Monday, 8 August 2011

Oh well, Uncle Charles - nobody will murder you here!

Intermezzo (1939)
Chosen by Emma Jones who had this to say: 'This film was introduced to me by my mum, who categorised it as one if her 'nice films'. It is a nice film, however it is so much more than that. It is a romantic film with a harsh reality-check. It has a line that has stayed with me from my first viewing at about 10 years old, that is: you can't build happiness out of the misery of others.

Even at that tender age I knew that Anita and Holgen could never really be happy together, and that their love affair was destined to be an Intermezzo. But that's ok, sometimes there are more important things than romantic love, you can't always put yourself first - and I respect this film for saying that. Anita doesn't throw herself off a bridge in an act of desperation, Holgen doesn't shoot himself out of misery, he goes back to his young family and she accepts a prestigious music scholarship. Parting is painful and always will be - but it's not the end of their worlds.

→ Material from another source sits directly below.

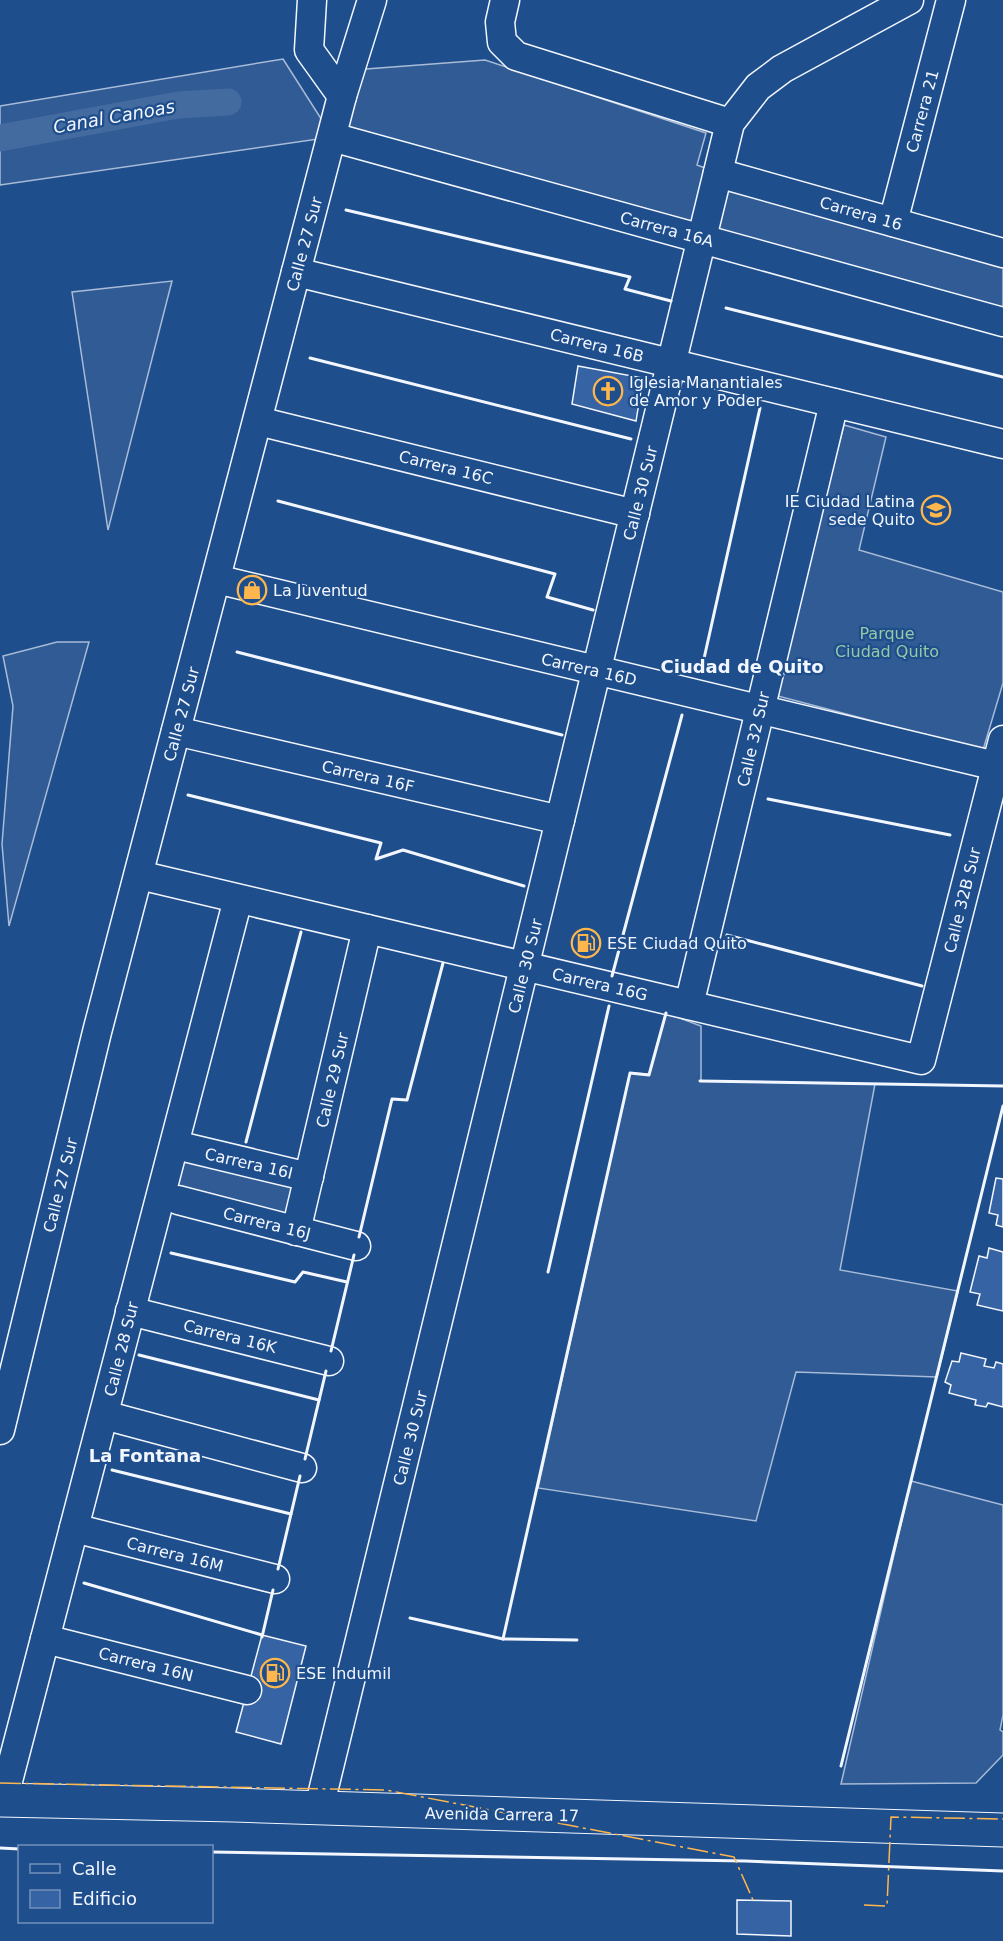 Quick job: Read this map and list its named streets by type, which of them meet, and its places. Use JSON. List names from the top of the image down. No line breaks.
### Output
{"streets":{"main road":["Avenida Carrera 17"],"street":["Carrera 21","Carrera 16","Carrera 16A","Calle 27 Sur","Carrera 16B","Carrera 16C","Calle 30 Sur","Carrera 16D","Calle 32 Sur","Carrera 16F","Calle 32B Sur","Carrera 16G","Calle 29 Sur","Carrera 16I","Carrera 16J","Carrera 16K","Calle 28 Sur","Carrera 16M","Carrera 16N"]},"crossings":[["Carrera 21","Carrera 16"],["Carrera 16","Calle 30 Sur"],["Carrera 16A","Calle 27 Sur"],["Carrera 16A","Calle 30 Sur"],["Calle 27 Sur","Carrera 16B"],["Calle 27 Sur","Carrera 16C"],["Calle 27 Sur","Carrera 16D"],["Calle 27 Sur","Carrera 16F"],["Calle 27 Sur","Carrera 16G"],["Carrera 16B","Calle 30 Sur"],["Carrera 16B","Calle 32 Sur"],["Carrera 16C","Calle 30 Sur"],["Calle 30 Sur","Carrera 16D"],["Calle 30 Sur","Carrera 16F"],["Calle 30 Sur","Carrera 16G"],["Calle 30 Sur","Avenida Carrera 17"],["Carrera 16D","Calle 32 Sur"],["Carrera 16D","Calle 32B Sur"],["Calle 32 Sur","Carrera 16G"],["Calle 32B Sur","Carrera 16G"],["Carrera 16G","Calle 29 Sur"],["Carrera 16G","Calle 28 Sur"],["Calle 29 Sur","Carrera 16I"],["Calle 29 Sur","Carrera 16J"],["Carrera 16K","Calle 28 Sur"],["Calle 28 Sur","Carrera 16M"],["Calle 28 Sur","Carrera 16N"],["Calle 28 Sur","Avenida Carrera 17"]],"districts":["Ciudad de Quito","La Fontana"],"water":["Canal Canoas"],"parks":["Parque Ciudad Quito"],"places":{"church":["Iglesia Manantiales de Amor y Poder"],"school or university":["IE Ciudad Latina sede Quito"],"shop":["La Juventud"],"fuel station":["ESE Ciudad Quito","ESE Indumil"]},"legend":["Calle","Edificio"]}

Intermezzo has so many great film elements: David O Selznick producing, the bewitching Ingrid Bergman (in her first Hollywood role), music arranged by Max Steiner and of course the phenomenal Leslie Howard; whose films are like rare gems due to his untimely death. It will always be one of my favourites and a must for a rainy afternoon'

Wow, well I can't really say it any better than that.
Bergman is a captivating, breathtaking presence. When we first see her play the piano it is easy to see why Howard would forsake his family (one that he is apart from for long periods) and she forms the strong backbone to a slight (a breezy 70 mins) tale.